▶ Source data
──────────
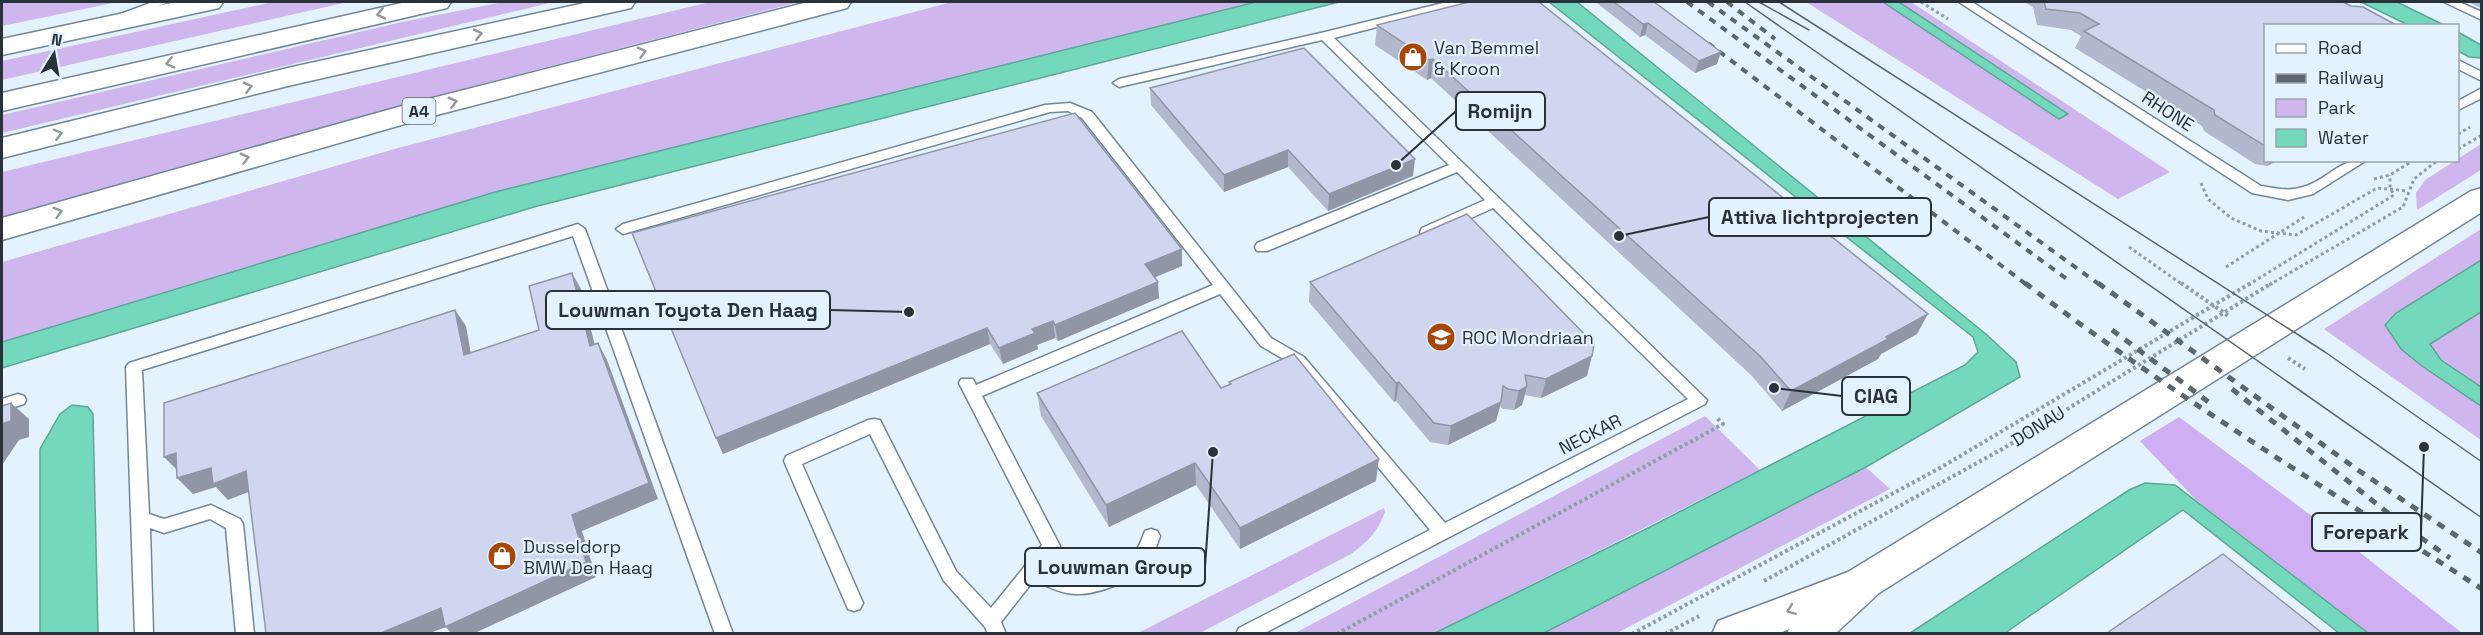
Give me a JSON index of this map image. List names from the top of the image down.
{
  "streets": {
    "main road": ["A4"],
    "lane": ["RHONE", "NECKAR"],
    "path": ["DONAU"]
  },
  "places": {
    "shop": ["Van Bemmel & Kroon", "Dusseldorp BMW Den Haag"],
    "other": [
      "Romijn",
      "Attiva lichtprojecten",
      "Louwman Toyota Den Haag",
      "CIAG",
      "Forepark",
      "Louwman Group"
    ],
    "school or university": ["ROC Mondriaan"]
  },
  "legend": [
    "Road",
    "Railway",
    "Park",
    "Water"
  ],
  "north": "top"
}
──────────
▶ Exercise brief
Output all data exactly, omitting images.

▶ Answer to this task
Give me a JSON index of this map image. List names from the top of the image down.
{
  "streets": {
    "main road": ["A4"],
    "lane": ["RHONE", "NECKAR"],
    "path": ["DONAU"]
  },
  "places": {
    "shop": ["Van Bemmel & Kroon", "Dusseldorp BMW Den Haag"],
    "other": [
      "Romijn",
      "Attiva lichtprojecten",
      "Louwman Toyota Den Haag",
      "CIAG",
      "Forepark",
      "Louwman Group"
    ],
    "school or university": ["ROC Mondriaan"]
  },
  "legend": [
    "Road",
    "Railway",
    "Park",
    "Water"
  ],
  "north": "top"
}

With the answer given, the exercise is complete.